• Given data:
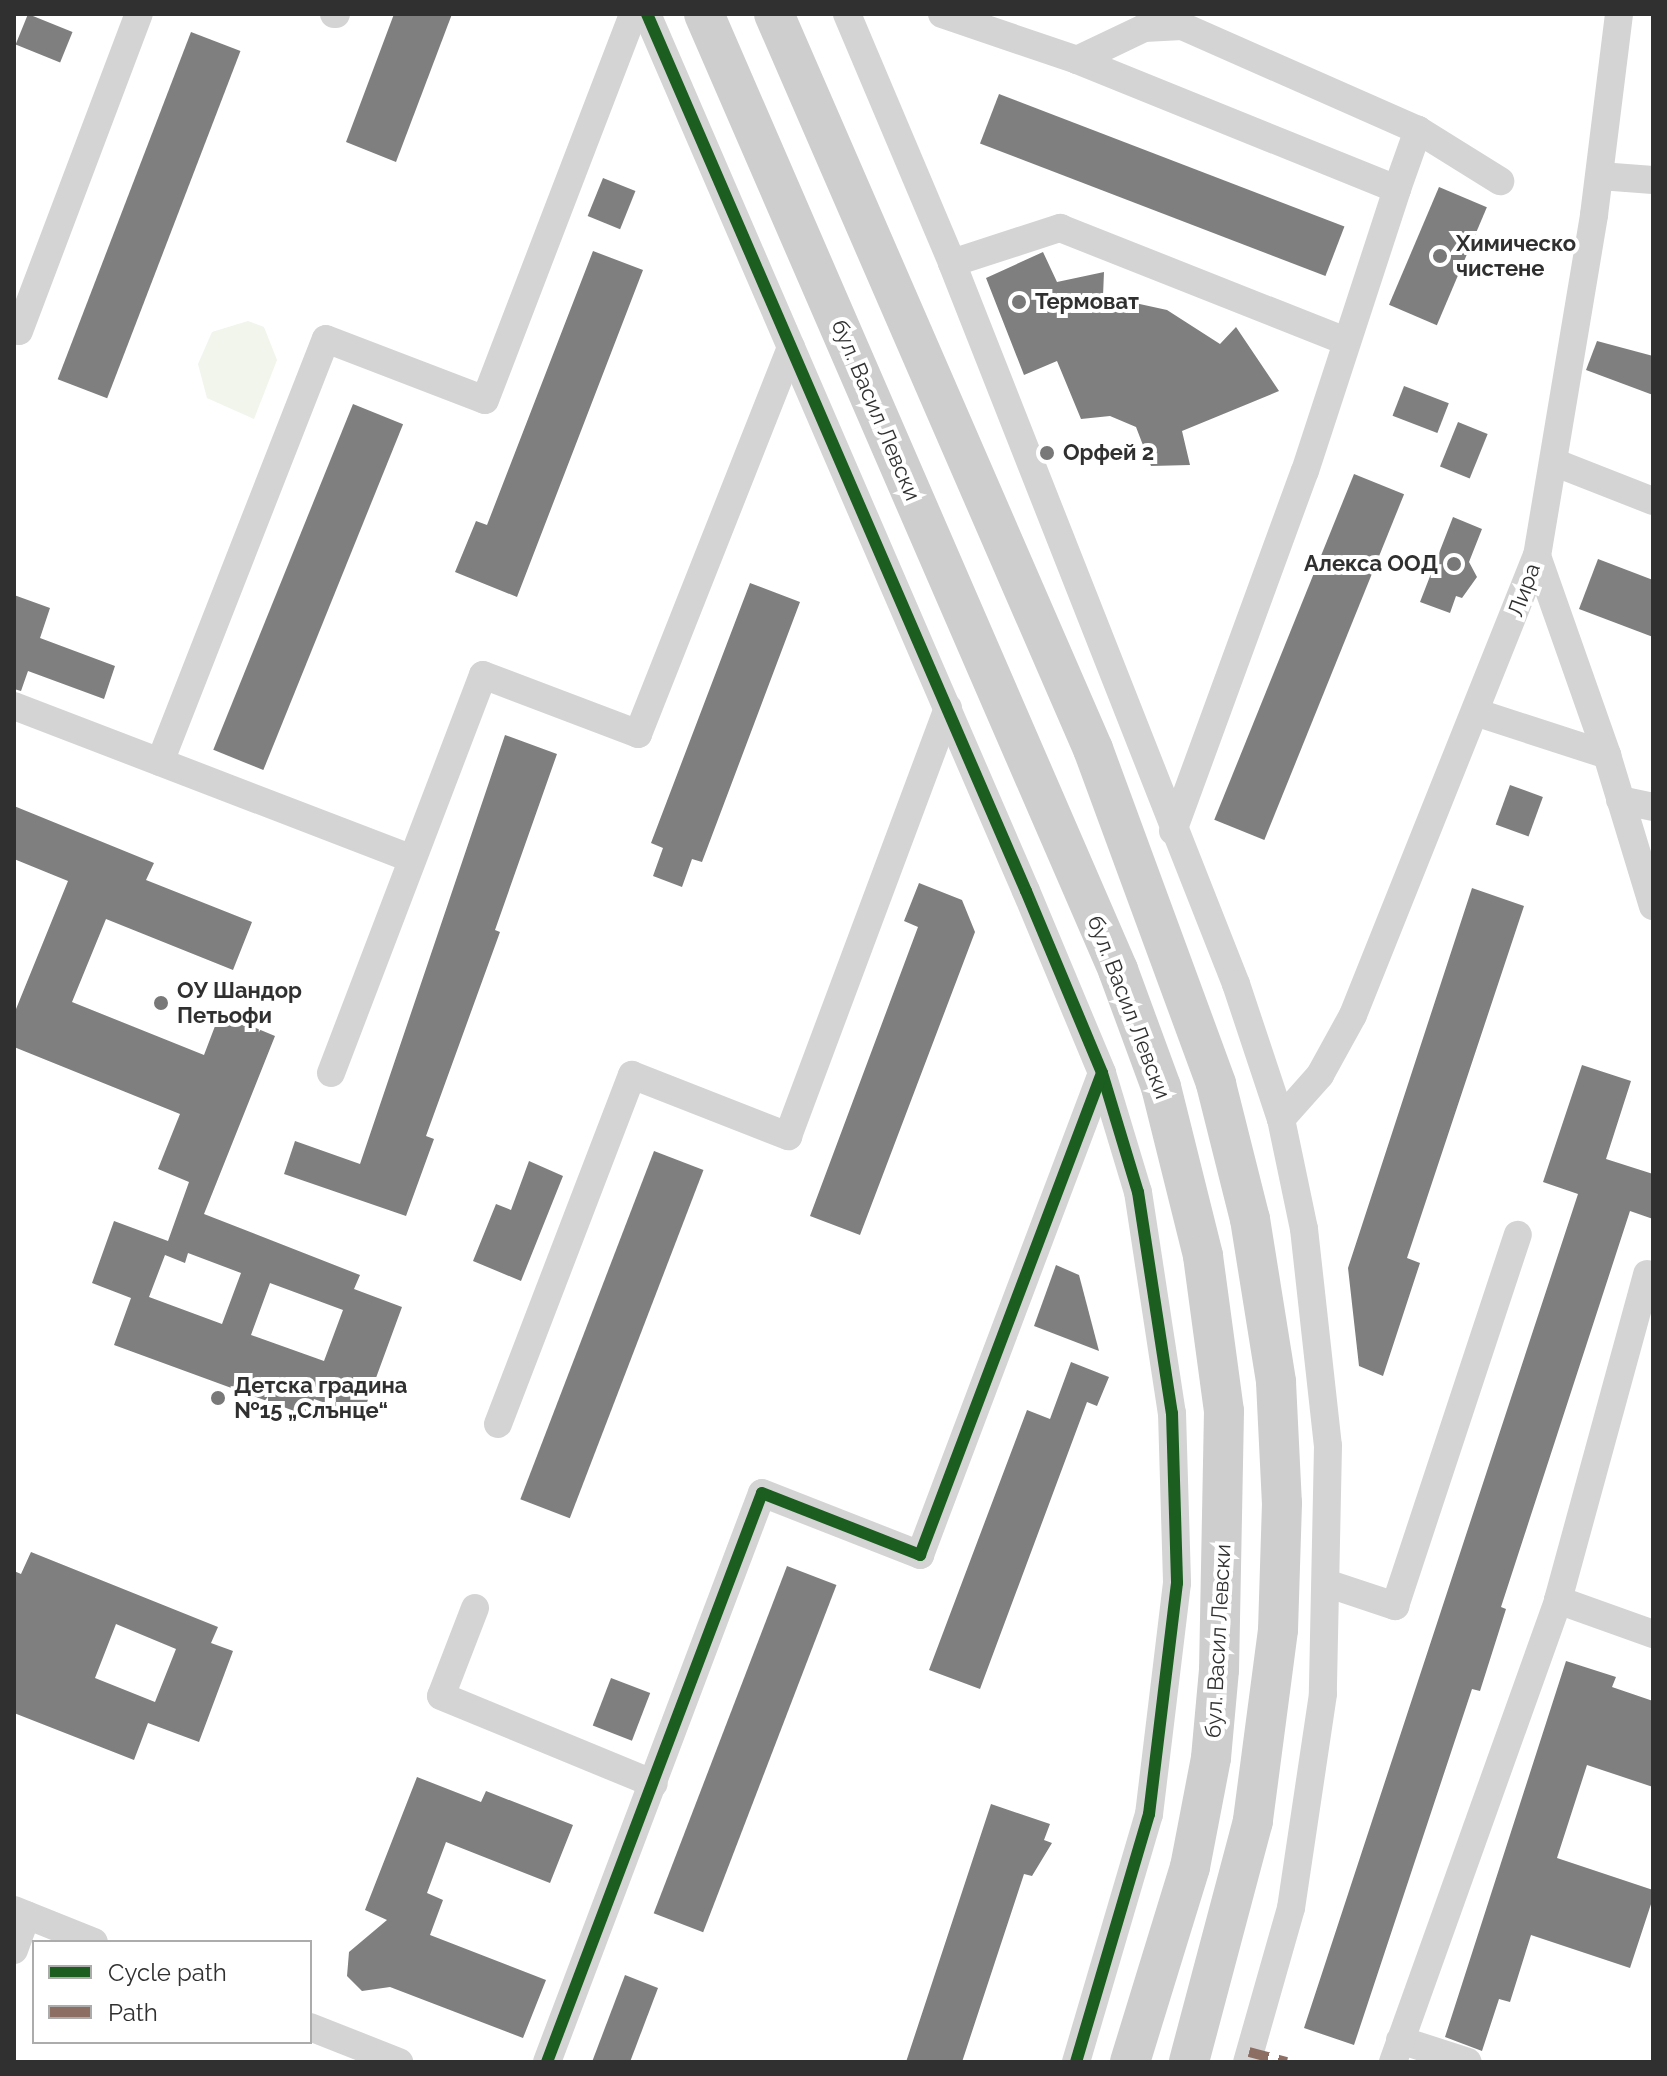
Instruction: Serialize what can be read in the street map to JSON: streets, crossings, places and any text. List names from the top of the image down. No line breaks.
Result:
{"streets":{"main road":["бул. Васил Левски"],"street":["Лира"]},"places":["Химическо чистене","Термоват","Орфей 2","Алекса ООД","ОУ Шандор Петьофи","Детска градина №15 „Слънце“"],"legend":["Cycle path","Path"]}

• Exercise prompt: Could the material above be given again in full and exactly, with its pictures left out?

• Response to this task:
Instruction: Serialize what can be read in the street map to JSON: streets, crossings, places and any text. List names from the top of the image down. No line breaks.
Result:
{"streets":{"main road":["бул. Васил Левски"],"street":["Лира"]},"places":["Химическо чистене","Термоват","Орфей 2","Алекса ООД","ОУ Шандор Петьофи","Детска градина №15 „Слънце“"],"legend":["Cycle path","Path"]}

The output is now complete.